Brighter Day

День Майкла по обыкновению начинался с противного звона мобильного будильника, холодного позавчерашнего чая и странных мыслей, опустошающих всю подкорку и сводящих на нет все псевдосмыслы, приписываемые учеными и мыслителями, казалось бы, далеко не прекрасной бытности. Обязанности поступаться часами блаженной лени в угоду капиталистическим скачкам за красивым взятием от жизни вызывали гнетущее чувство тоски и скуки, заебанность окружающим миром и в то же время полное равнодушие к нему.

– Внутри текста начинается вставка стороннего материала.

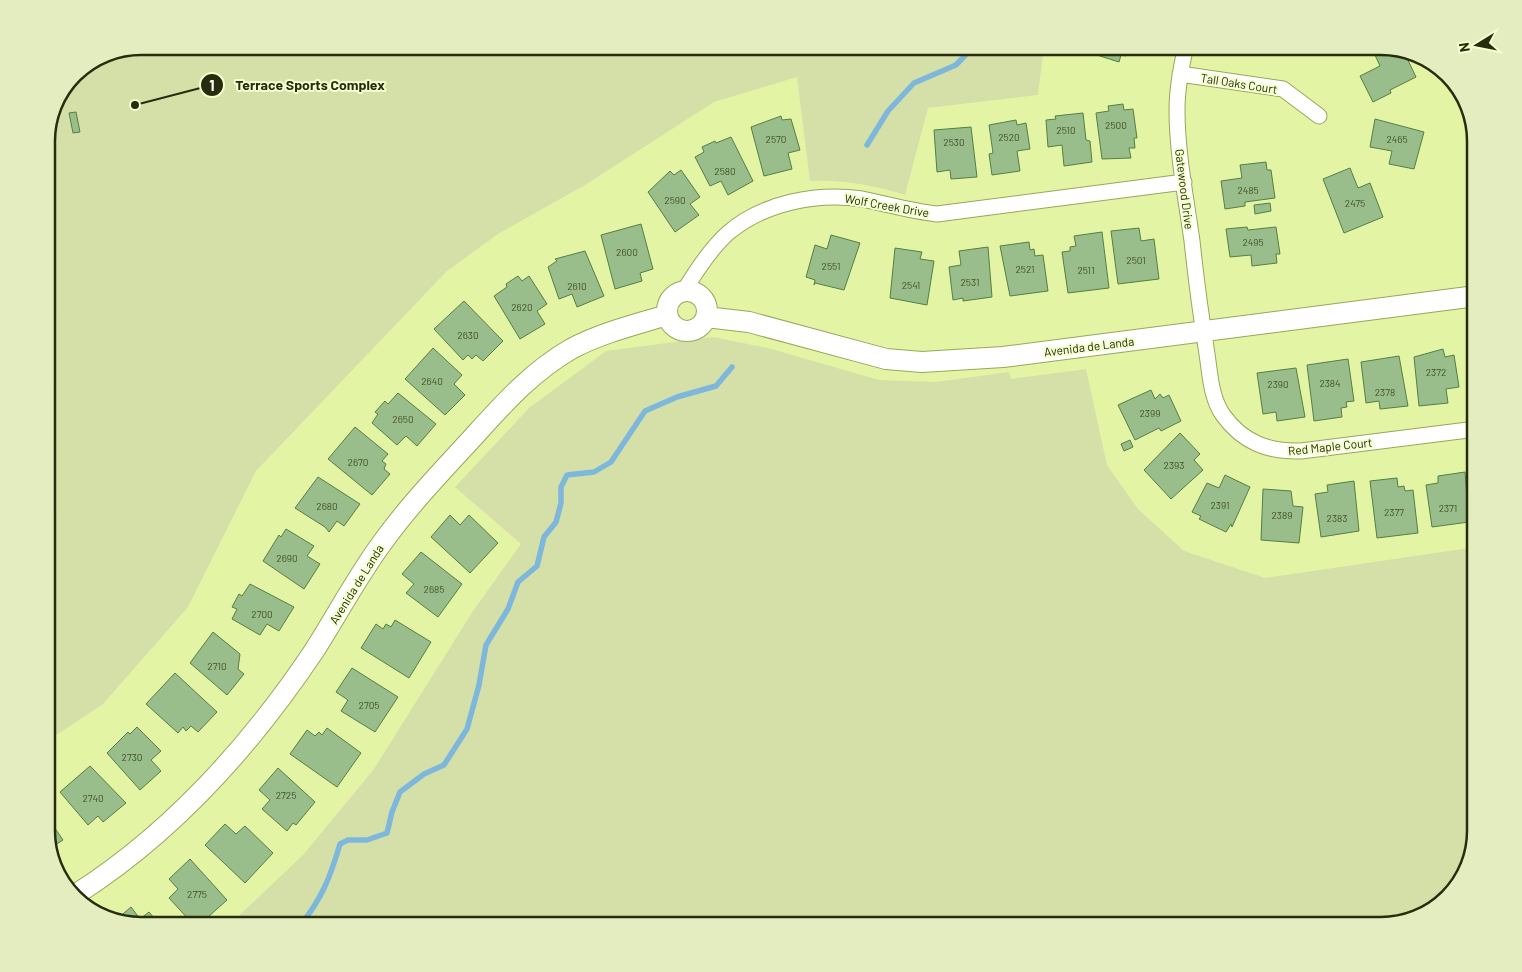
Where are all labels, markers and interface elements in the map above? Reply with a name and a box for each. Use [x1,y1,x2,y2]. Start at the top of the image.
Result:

Работа, хотя и приносившая Майклу количество денежных знаков достаточное для всеобъемлющего обеспечения качественного досуга нелюдимого, но симпатичного — с точки зрения современных девиц — индивидуума, все же не могла обеспечить основного — осознания небесполезности проводимых дней, месяцев, лет. Досужие раздумья все чаще и чаще заканчивались абсурдным желанием отправиться на хуй и погрузиться нутром в какое-то нечеловеческое, как будто прекрасное ничего, с отсутствующими там условностями, мобильными будильниками и необходимостями приносить на алтарь правящей алчности подаренную неизвестно кем и для чего божественную самость. Но для того, чтобы достигнуть ничего, следовало отказаться от чего-то: небольшого, но очень уютного домика в хорошем районе, дорогих коньяков и услуг высококлассных профессионалок уже ставшего родным американского города.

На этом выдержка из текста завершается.